In other words, what structurally pivots between the old era and the new is the circumcision of Jesus and not his birth by Mary. The beginning of Christian time is thus umbilical at the heart of the most important of the rituals of Judaism. The theology of the origins clearly felt that God could not incarnate himself in denial. Jesus, born a Jew and legitimized, for Christians, by the Jewish prophetic texts, could not be withdrawn, on the eighth day, from the most sacred ritual of the Jews — the one which embodies, at the cost of a loss, the covenant with God .
The counting of days being what it is, the indefiniteness of origins is articulated at the same time to that of the end of time, on either side of the fixed point represented by the cut of the divine foreskin (years “ BC” and years “AD”). Whether we know it or not doesn't change anything. A symbolic system does not need permission to frame us.
From the VIIIe century, for all of Christendom, the case was settled. At unconquered ground had succeeded Christmas, and old Janus, to the 1er January, had given way to the party “of the Circumcision and of the HolyForeskin (Sic) of Our Lord”. That at least until the theological bug of 1er January 1970. Because, on this date, the feast of the Circumcision discreetly passes by the wayside in favor of that of " Sainte Marie mother of God"… What had happened for the Apostolic and Roman Catholic Church to suddenly, and almost clandestinely, renounce one of its strongest symbolic marks? In the absence of an explanation, we are forced to underline the perfect coherence, alas, of the chronology and of the worst logic. Everything happens as if, carried along by the conciliar spirit, the Church had failed to be reconciled as in spite of itself with the Jews. By qualifying the accusation of “deicide”, the Second Vatican Council (1962-1965) cast a spell over the “Jewish treachery” dear to the prayers of Good Friday. Recognizing his filiation, the Roman Church had gone so far as to call for a “fraternal dialogue” with Judaism by recognizing, following Paul, “that it feeds on the root of the frank olive tree on which have been grafted the branches of the wild olive tree which are the Gentiles” (Vatican II, October 28, 1965).

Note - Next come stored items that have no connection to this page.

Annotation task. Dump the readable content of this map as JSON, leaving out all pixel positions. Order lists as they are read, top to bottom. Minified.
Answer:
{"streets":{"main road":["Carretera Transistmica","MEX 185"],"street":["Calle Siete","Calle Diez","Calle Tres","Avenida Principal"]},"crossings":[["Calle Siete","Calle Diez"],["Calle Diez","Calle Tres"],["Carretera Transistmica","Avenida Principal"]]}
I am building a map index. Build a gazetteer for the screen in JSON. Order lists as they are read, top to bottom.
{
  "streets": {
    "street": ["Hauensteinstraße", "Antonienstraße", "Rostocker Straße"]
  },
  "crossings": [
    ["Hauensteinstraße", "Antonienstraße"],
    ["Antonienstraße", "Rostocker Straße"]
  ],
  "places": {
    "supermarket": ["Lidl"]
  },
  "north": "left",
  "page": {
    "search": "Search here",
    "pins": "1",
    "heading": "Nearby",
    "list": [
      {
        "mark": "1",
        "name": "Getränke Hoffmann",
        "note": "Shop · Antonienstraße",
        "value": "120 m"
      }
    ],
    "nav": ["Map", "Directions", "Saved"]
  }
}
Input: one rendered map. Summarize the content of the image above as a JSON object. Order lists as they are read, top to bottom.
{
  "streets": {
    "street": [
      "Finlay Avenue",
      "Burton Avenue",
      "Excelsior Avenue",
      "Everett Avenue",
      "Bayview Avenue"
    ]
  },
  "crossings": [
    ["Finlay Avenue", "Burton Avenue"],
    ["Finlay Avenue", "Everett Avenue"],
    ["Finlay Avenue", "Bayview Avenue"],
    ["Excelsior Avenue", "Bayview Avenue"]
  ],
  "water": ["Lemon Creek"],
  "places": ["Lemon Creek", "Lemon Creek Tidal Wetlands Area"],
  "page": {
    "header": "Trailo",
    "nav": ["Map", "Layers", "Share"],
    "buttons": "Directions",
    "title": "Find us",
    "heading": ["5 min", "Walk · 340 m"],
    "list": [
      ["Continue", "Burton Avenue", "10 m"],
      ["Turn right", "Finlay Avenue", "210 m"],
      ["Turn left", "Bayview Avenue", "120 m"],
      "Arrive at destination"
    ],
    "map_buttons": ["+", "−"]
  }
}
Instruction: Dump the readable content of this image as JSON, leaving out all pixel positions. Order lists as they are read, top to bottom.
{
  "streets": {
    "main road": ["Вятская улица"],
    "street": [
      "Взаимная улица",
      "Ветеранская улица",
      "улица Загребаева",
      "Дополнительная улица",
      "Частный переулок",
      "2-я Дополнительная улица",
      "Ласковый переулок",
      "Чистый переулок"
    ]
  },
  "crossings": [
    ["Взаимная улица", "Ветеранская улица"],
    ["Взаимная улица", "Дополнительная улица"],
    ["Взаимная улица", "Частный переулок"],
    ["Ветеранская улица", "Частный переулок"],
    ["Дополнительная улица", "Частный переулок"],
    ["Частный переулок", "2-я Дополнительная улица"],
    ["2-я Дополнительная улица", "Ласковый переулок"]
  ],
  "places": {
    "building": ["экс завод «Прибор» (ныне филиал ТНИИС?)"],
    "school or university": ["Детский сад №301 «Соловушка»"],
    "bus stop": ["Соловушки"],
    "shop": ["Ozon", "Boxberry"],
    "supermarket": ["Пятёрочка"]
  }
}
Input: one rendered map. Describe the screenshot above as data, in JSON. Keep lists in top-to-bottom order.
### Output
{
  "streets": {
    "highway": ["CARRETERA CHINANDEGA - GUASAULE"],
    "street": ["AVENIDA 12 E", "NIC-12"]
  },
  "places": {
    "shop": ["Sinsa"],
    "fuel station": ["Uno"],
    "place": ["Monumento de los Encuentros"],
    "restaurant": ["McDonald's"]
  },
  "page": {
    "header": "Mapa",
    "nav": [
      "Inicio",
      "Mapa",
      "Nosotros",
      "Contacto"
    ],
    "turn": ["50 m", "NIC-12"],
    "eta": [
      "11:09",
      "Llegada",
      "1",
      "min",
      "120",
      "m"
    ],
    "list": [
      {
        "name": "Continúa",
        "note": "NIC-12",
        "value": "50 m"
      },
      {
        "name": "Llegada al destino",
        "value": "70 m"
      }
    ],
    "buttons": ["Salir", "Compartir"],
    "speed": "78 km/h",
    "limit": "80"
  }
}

At the council, voices had already been raised suggesting that John XXIII be canonized by acclamation (as in those times when the people of God had precedence over his administration). There was danger in the house. Paul VI, with all Vatican skill, had thwarted the maneuver by hastening to open a classic beatification procedure for John XXIII at the same time as for the highly contested Pius XII. It is less than five years after the conciliar “reconciliation”, it must be noted, and under the pontificate of this same Paul VI, that the feast of the Circumcision deserted the Roman liturgical calendar for good. The impact of their act (worthy of Trotsky's ablation from the Stalinist albums) could not have escaped the professional liturgists who discreetly tampered with the Christian symbolism of the First of the Year. This is a deliberate decision that belies any good intention otherwise displayed. Because, although of great theological stupidity, this little villainy is not without significance. It is nothing less than a genealogical mutilation. Of a symbolic parricide. Of a disavowal of filiation. Is Catholic identity so vacillating that it cannot do without denial?
Francis Martens, An anthropologist by training, teaches postgraduate psychoanalysis at the Catholic University of Louvain (UCL), Belgium.